Nel dettaglio, i ricercatori avevano analizzato i dati di 322.972 donne in 10 paesi, tra cui Regno Unito, Francia, Germania e Svezia, con un’età media di 50 anni. Di queste donne avevano studiato lo stile di vita, le rispettive abitudini, le gravidanze, l’allattamento al seno, i contraccettivi presi, i decessi che ci sono stati nell’arco dei 12,9 anni in cui sono state seguite e le cause della morte.
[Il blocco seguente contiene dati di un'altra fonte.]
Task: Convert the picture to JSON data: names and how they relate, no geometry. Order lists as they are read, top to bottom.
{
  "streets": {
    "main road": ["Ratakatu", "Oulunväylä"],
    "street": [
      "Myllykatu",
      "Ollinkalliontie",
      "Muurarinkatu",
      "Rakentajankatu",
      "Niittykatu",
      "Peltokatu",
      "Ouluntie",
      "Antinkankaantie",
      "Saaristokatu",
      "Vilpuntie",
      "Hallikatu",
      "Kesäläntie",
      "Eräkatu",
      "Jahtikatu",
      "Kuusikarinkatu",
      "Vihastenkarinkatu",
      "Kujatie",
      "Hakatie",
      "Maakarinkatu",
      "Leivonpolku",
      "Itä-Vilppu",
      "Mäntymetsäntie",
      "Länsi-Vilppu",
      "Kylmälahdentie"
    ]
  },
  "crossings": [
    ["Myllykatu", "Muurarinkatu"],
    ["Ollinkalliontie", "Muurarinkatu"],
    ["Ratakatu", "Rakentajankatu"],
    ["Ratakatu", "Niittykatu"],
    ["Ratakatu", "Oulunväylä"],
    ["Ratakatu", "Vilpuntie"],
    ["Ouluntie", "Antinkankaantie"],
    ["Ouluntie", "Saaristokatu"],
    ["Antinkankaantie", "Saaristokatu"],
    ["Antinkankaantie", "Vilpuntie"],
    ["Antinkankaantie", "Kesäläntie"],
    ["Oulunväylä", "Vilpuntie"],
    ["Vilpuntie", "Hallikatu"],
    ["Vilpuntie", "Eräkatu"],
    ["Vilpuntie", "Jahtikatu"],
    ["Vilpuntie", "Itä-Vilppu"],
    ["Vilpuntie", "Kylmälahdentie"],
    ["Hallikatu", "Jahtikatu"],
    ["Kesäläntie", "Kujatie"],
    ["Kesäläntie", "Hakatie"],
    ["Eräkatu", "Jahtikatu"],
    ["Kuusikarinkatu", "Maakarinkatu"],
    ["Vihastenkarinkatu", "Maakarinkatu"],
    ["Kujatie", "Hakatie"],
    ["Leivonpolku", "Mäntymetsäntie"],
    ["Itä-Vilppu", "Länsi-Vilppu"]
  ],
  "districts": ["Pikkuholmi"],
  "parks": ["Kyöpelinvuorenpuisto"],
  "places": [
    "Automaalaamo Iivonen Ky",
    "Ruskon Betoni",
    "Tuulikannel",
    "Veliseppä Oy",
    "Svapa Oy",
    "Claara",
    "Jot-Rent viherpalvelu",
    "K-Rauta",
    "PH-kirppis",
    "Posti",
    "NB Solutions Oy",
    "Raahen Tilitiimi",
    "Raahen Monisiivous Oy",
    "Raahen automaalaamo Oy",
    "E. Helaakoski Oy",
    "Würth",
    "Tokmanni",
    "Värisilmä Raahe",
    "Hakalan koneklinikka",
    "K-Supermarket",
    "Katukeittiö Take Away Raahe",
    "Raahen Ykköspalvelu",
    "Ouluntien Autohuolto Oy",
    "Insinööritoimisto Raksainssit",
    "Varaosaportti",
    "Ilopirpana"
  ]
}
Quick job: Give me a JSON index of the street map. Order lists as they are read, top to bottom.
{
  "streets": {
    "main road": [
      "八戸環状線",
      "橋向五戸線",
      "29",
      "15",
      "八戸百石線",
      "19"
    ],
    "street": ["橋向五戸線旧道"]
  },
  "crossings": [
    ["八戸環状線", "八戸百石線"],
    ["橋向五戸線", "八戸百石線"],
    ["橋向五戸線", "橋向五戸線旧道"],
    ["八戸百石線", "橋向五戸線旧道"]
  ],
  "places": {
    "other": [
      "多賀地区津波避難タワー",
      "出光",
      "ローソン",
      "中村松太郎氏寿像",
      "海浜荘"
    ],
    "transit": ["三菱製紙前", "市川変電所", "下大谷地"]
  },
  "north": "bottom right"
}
Tuttavia, come si scrive nell’incipit di questo articolo e come recita un libro della scrittrice statunitense Jennifer Senior, diventare genitori procura “tanta gioia” ma “nessun divertimento” (economico). Decidere di diventare madre e padre comporta infatti una serie di sacrifici che vanno da un mutamento drastico delle proprie abitudini di vita a un dirottamento delle spese personali verso il proprio figlio. Per crescere un figlio e accompagnarlo almeno fino al compimento del diciottesimo anno di vita, cioè alla maggiore età, comporta una spesa pari a 241 mila dollari, secondo i dati diffusi da Brookings sulla famiglia americana. La cifra, tuttavia, non include due voci fondamentali: le spese della prosecuzione degli studi e il costo che sostengono i genitori, per prime le mamme, in termini di calo delle entrate e accantonamento delle opportunità di carriera. Traslocando questo bilancio nell’attuale quadro economico italiano, fortemente condizionato dall’andamento in ribasso del mercato e da un non basso tasso di disoccupazione, ci aiuta a comprendere che mettere al mondo un figlio corrisponde a prendere un mutuo (con amore, per carità), perché è vero che “ho diciotto anni e faccio quello che voglio” ma è altrettanto vero che senza la paghetta di mamma e papà i giovani italiani non potrebbero spendere neppure un euro dal McDonald.